>No, if we forgot to add the process to the run-queue, it would still
>have been marked as TASK_RUNNABLE - even though it would never have been
>actually run. And you said that the stuck processes are always stuck in
>disk wait according to "ps"... So wake_up_process() was never called at
>all.
Well, they were certainly not marked as running or suspended, but I never
did say that they were marked as being in disk wait according to ps.
Actually, ps showed them in a state designated with a dot, like in:
PID TT STAT TIME
185 ? . 56:02 /usr/sbin/innd -p4 -r -i0 -c4 -L
I'm not sure where the dot comes from, or what it should designate.
(I'm using proc-ps as in the bo distribution of Debian).
I forgot to check the current->state from within kdebug, but that's
because current was not in the context (so gdb told me).
> - something clears the locked state without waking people up. Do you
> use "md" or anything else that plays around with buffers?
Which still makes me kind of wonder why my rearrangement fixes things.

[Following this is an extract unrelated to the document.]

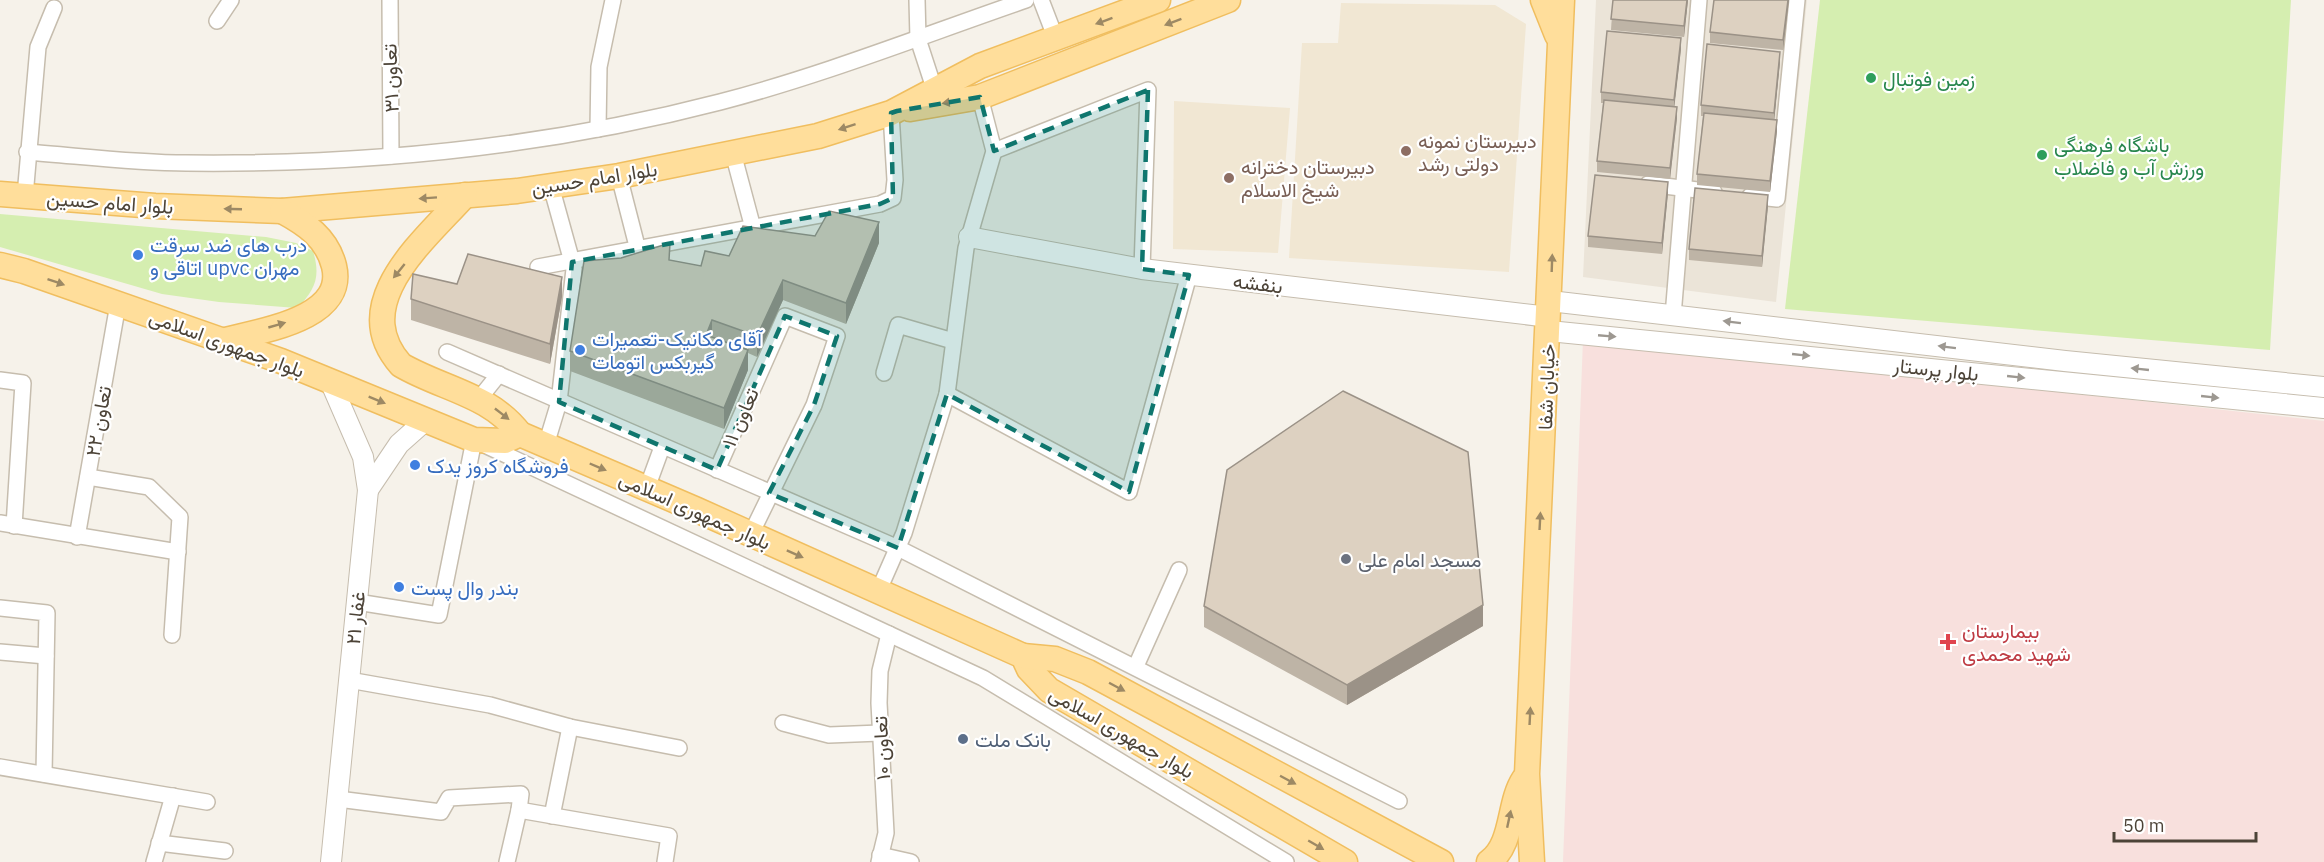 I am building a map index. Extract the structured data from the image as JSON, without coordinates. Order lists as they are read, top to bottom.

The only behaviour changed here apparently is that *if*
during the execution of run_task_queue(&tq_disk) current->state is altered,
then we don't overwrite it before jumping into schedule().
> - really strange K5 bug
Which would be even more difficult to explain in the light of my
patch.
-- Sincerely, srb@cuci.nl Stephen R. van den Berg (AKA BuGless).He did a quarter of the work in *half* the time!